How much warmth varies by type of vegetable – for example broad beans will grow fine in soil temperatures over 8 degrees C, whereas aubergines need much more heat; ideally over 24C. 

The table below shows the minimum and preferred temperatures that different types of seed need to germinate.  While seeds will germinate in the cooler conditions, they will come on more slowly and be more inclined to rot, damping off and other ills.

Minimum (°C)

Preferred (°C)

Heat lovers:    

Aubergine

16

24-32

Courgettes

16

21-35

Cucumber

16

16-35

French and runner beans

8-10

16-30

Squashes and pumpkins

16

21-35

Sweet peppers and chillies

16

18-35

Sweetcorn

16

16-32

Tomatoes

10

16-30

     
Others:    

Beetroot and chard

4

10-30

The cabbage family

4

7-30

Broad beans

5

8-15

Carrot

4

7-30

Lettuce

2

4-27

Onion

2

10-35

Parsnip

2

10-21

Peas

4

4-24

So, you can see that french beans will start to germinate from 8-10C, but ideally need much warmer temperatures – between 16-30C is ideal.

Remember that the soil temperature is not the same as the air temperature; the soil warms up more slowly in the springtime.  Typically soil temperatures only get over 10C from mid May, and over 15C from mid June. 

Equally, don't cook your seeds -anything much over 30-35C can kill them.
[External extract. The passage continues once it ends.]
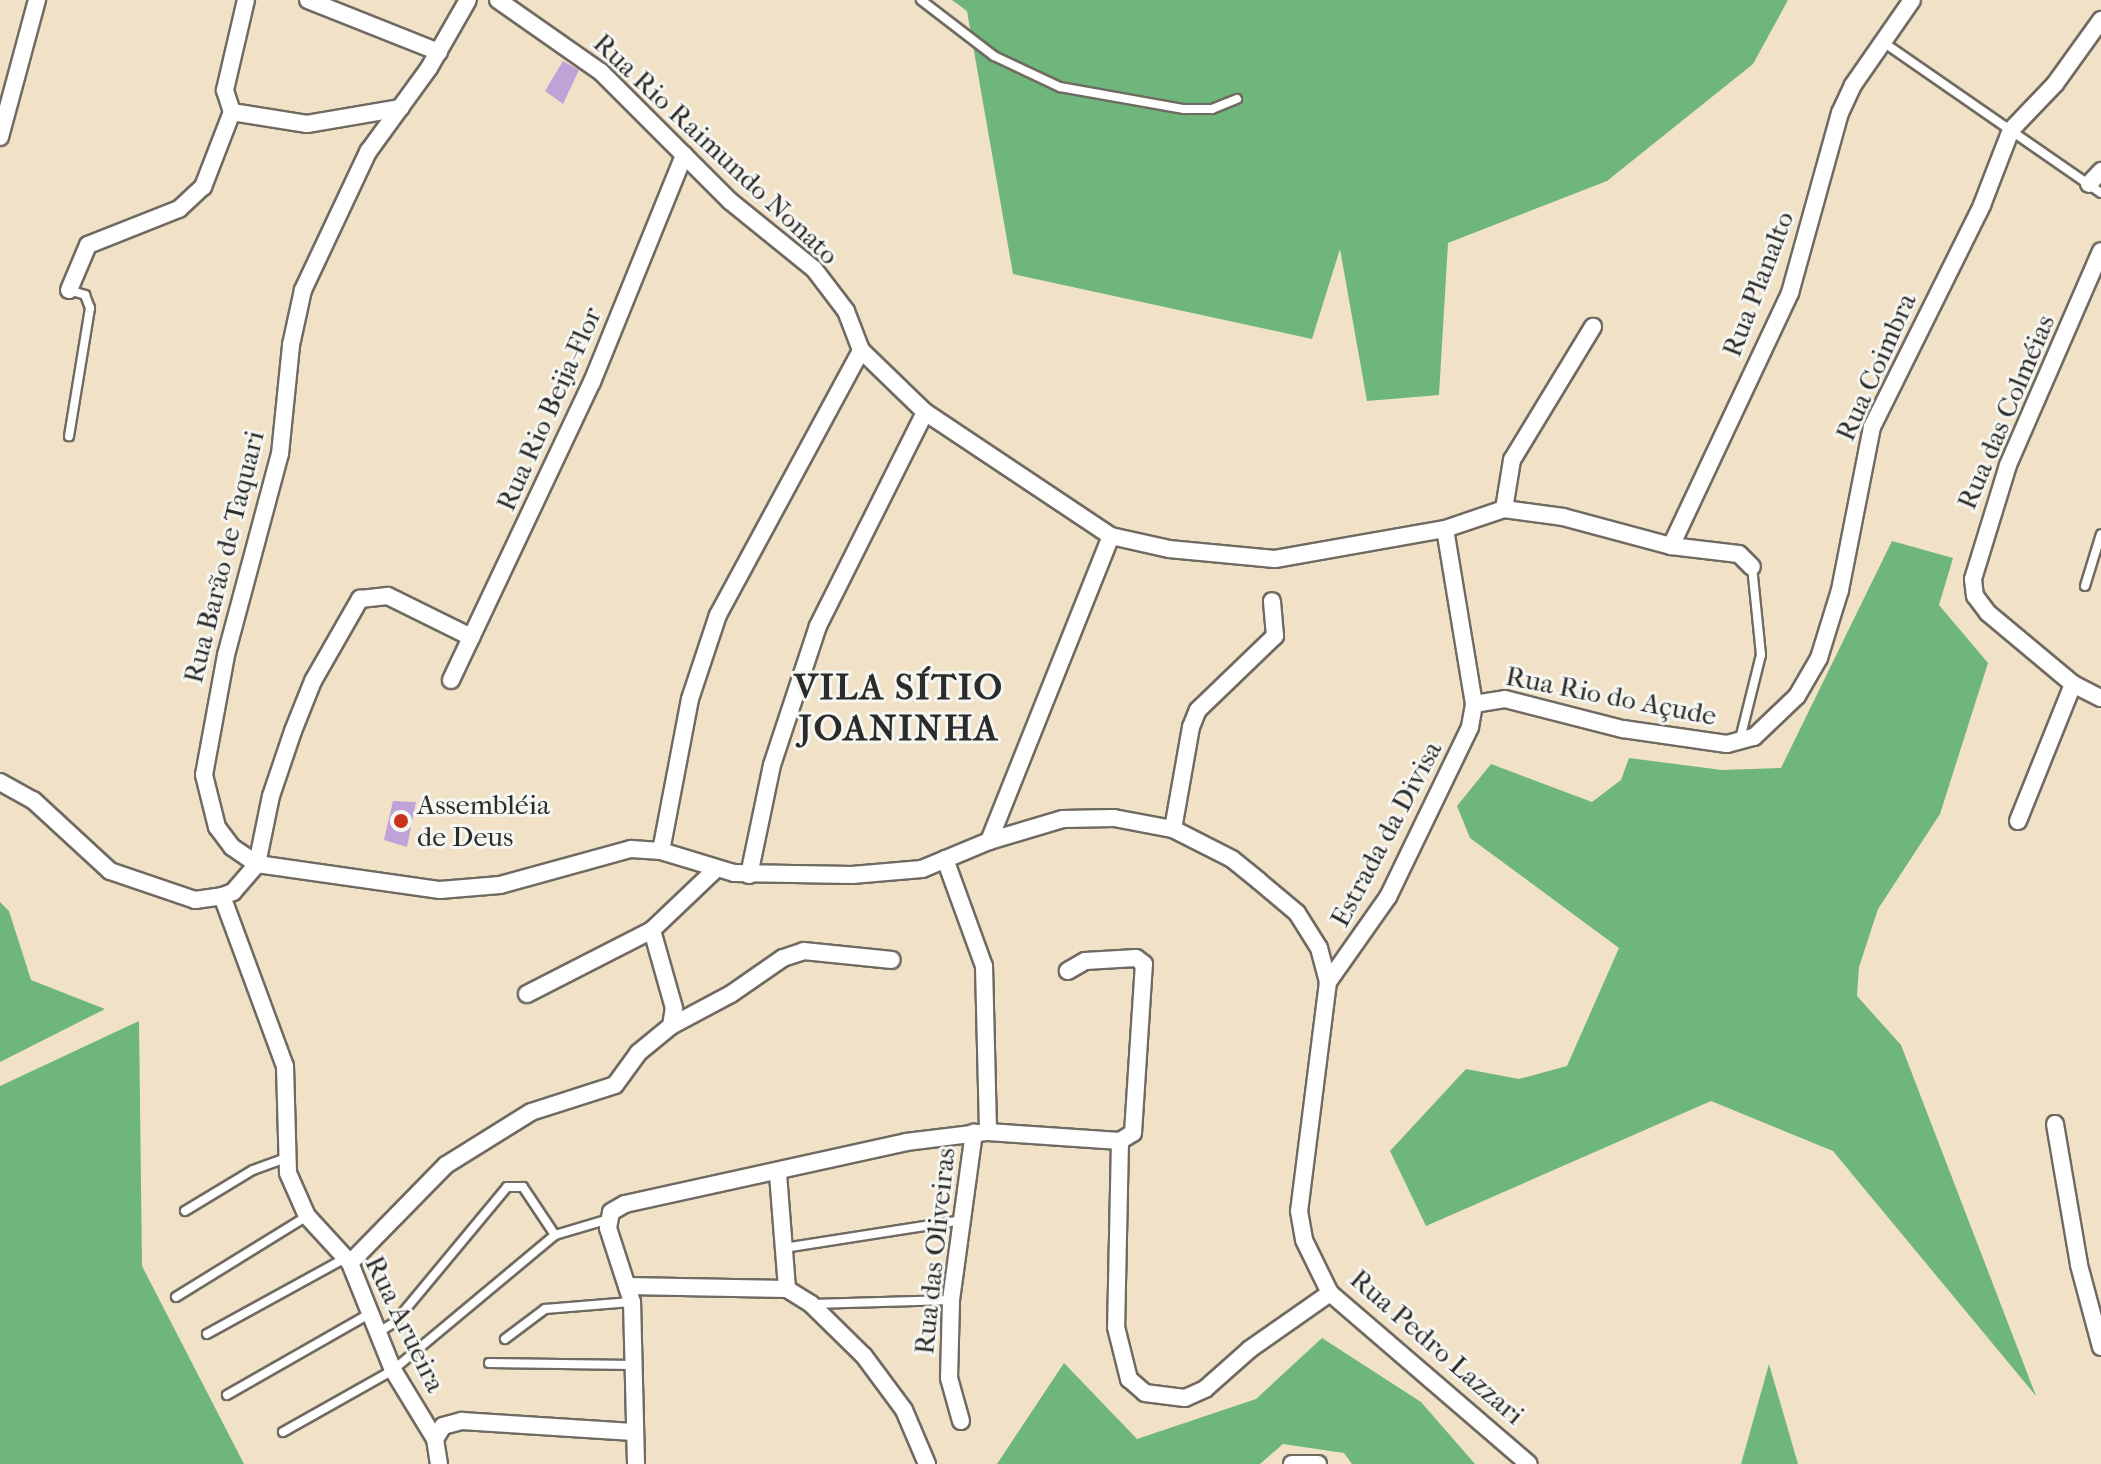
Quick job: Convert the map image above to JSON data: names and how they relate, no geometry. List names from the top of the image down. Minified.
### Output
{"streets":{"street":["Rua Rio Raimundo Nonato","Rua Planalto","Rua Coimbra","Rua Rio Beija-Flor","Rua das Colméias","Rua Barão de Taquari","Rua Rio do Açude","Estrada da Divisa","Rua das Oliveiras","Rua Arueira","Rua Pedro Lazzari"]},"crossings":[["Rua Rio Raimundo Nonato","Rua Planalto"],["Rua Rio Raimundo Nonato","Rua Rio Beija-Flor"],["Rua Coimbra","Rua Rio do Açude"],["Rua Rio do Açude","Estrada da Divisa"],["Estrada da Divisa","Rua Pedro Lazzari"]],"districts":["VILA SÍTIO JOANINHA"],"places":["Assembléia de Deus"]}
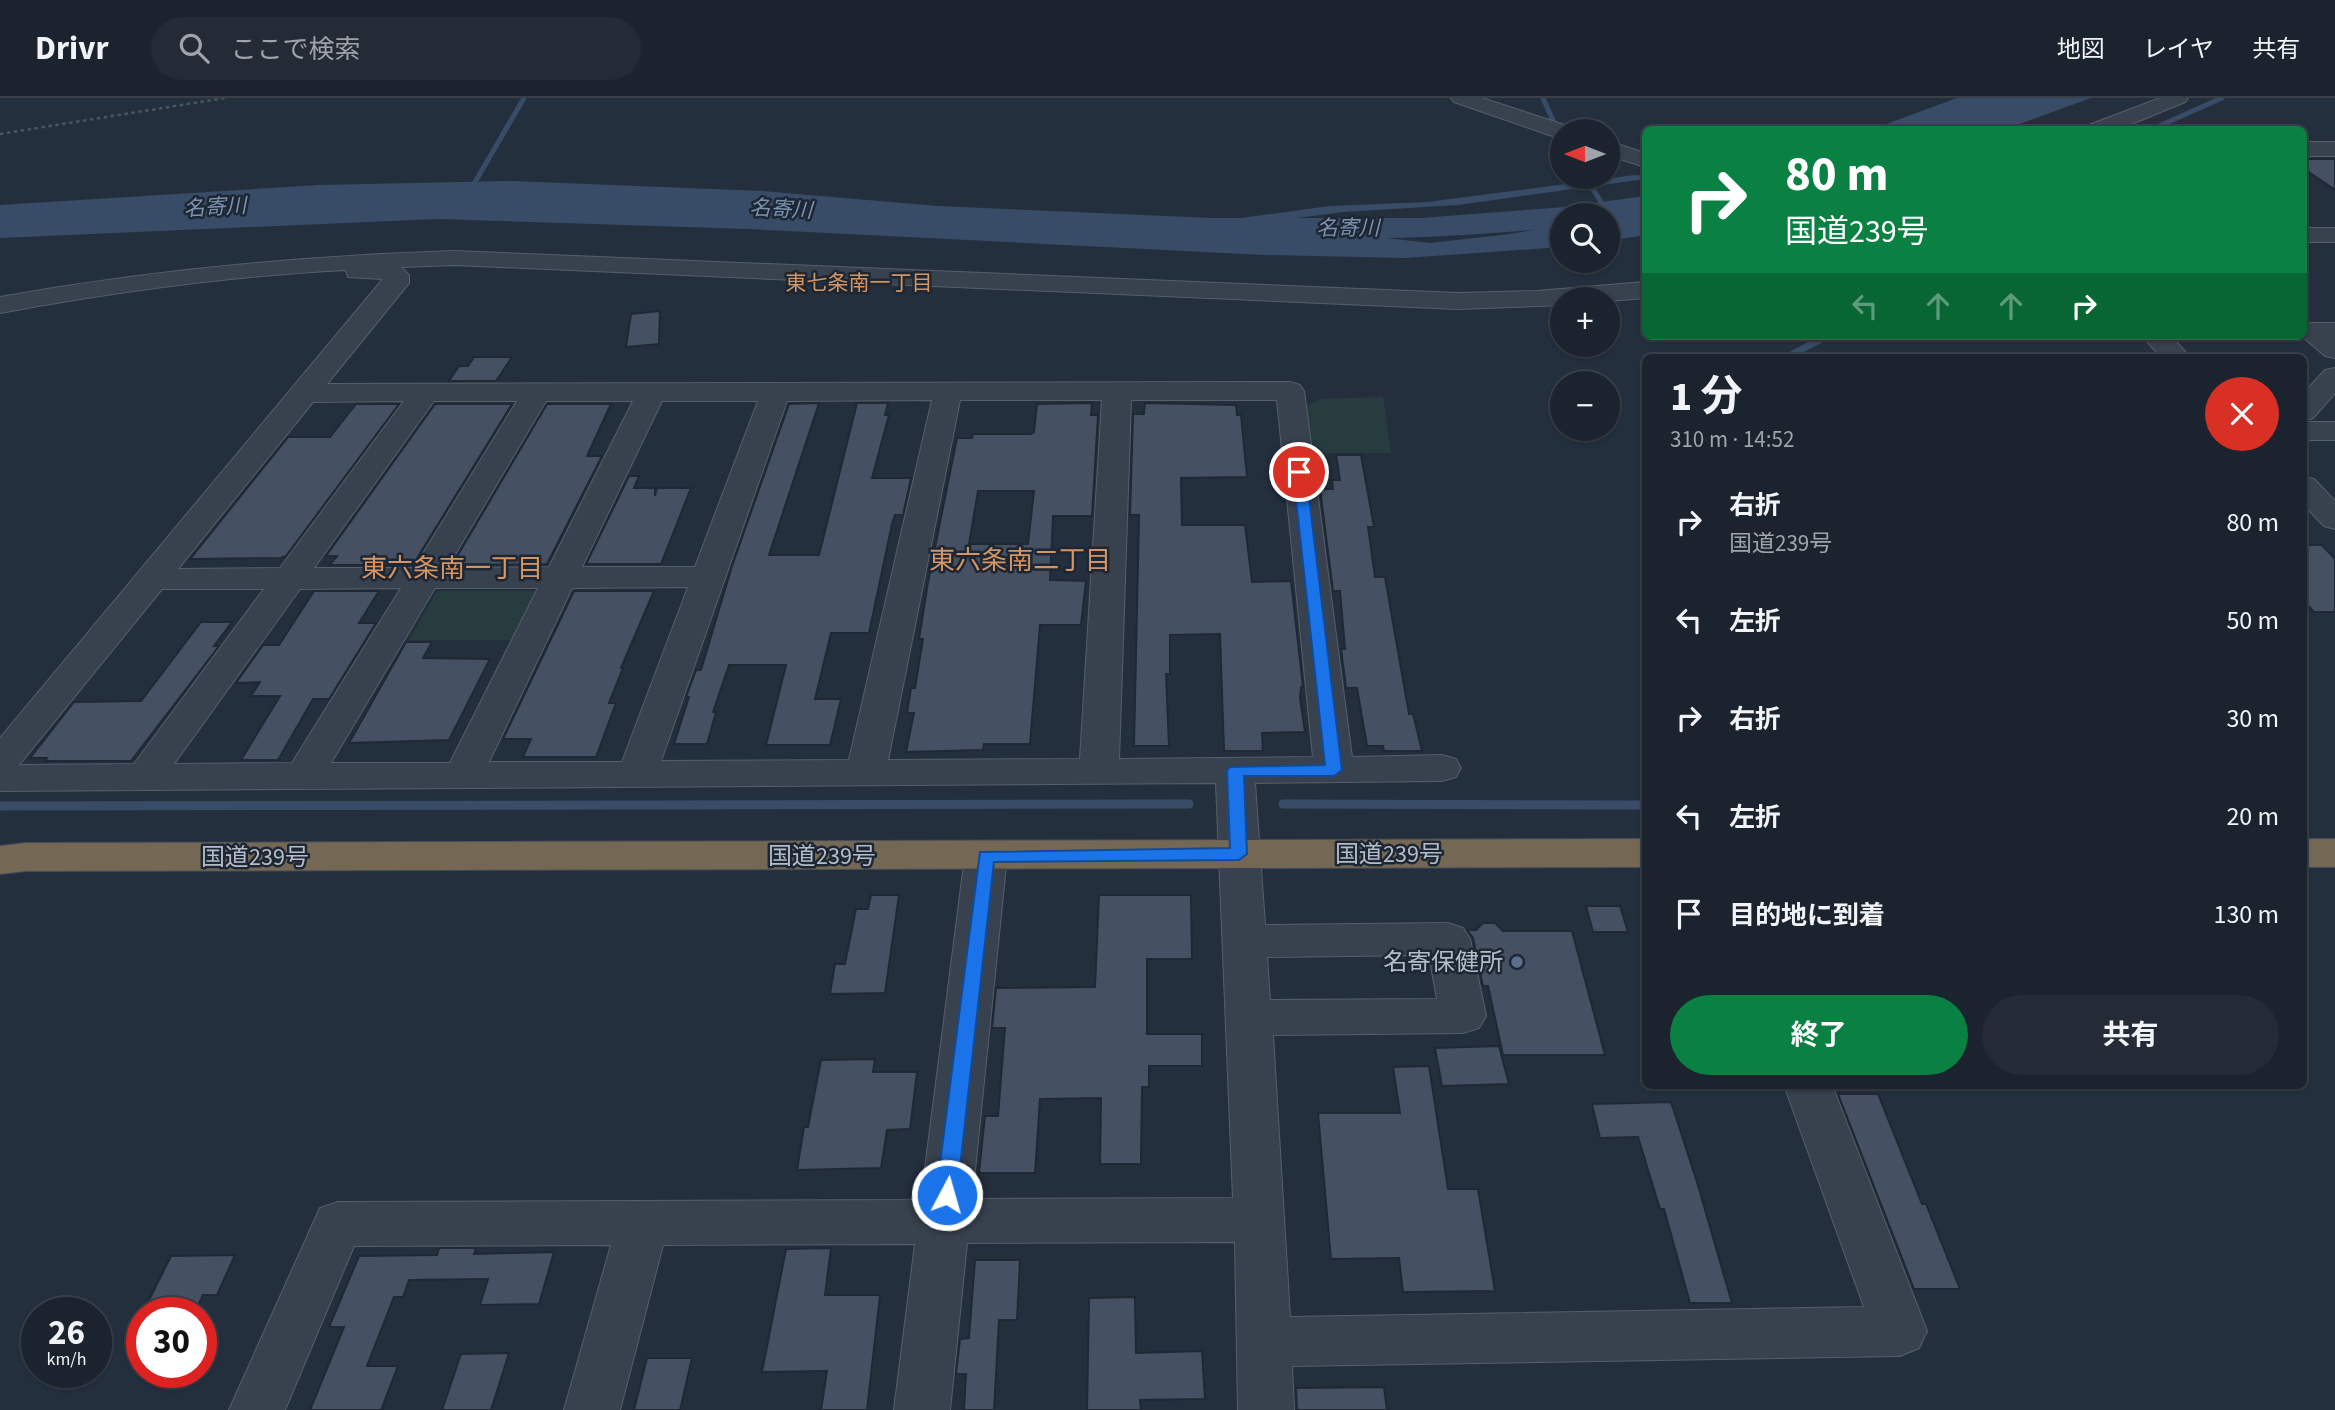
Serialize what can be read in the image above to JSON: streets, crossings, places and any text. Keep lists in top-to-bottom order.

This might not seem like much of a risk in a British spring, but covered trays in closed up greenhouses can get very hot very quickly on a sunny day.

Germinating the heat lovers:

plant pictureTomatoes, peppers and aubergines

Early in the season, greenhouses are also often much colder than people imagine.  We get a lot of calls in March and April from people who have sown tomatoes, peppers and aubergines in their greenhouses or on a windowsill, and are wondering why they haven’t come up. 

So, does this mean that you can only grow these tender crops if you have an electric propagator and a heated greenhouse?  No – definitely not.  But you do have to be a bit creative, and think about the ways in which you can give them the warmth that they need.

Luckily, all three of these crops will grow on at cooler temperatures once they have germinated.  So, if you can keep them warm and damp until they get started, you should be fine.  If you have an airing cupboard, this is ideal.  Sow your seeds in small pots, and wrap them loosely in a plastic bag.  You want to keep them damp (and keep the compost off your washing), but not airtight.  Put them in the airing cupboard, but do remember to check them every day.  It is very important to get them out into the light as soon as they start to appear. 

Cucumbers and melons are also ideal candidates for starting in the airing cupboard, and again they will grow on fine at cooler temperatures on a windowsill or a greenhouse once they have got going.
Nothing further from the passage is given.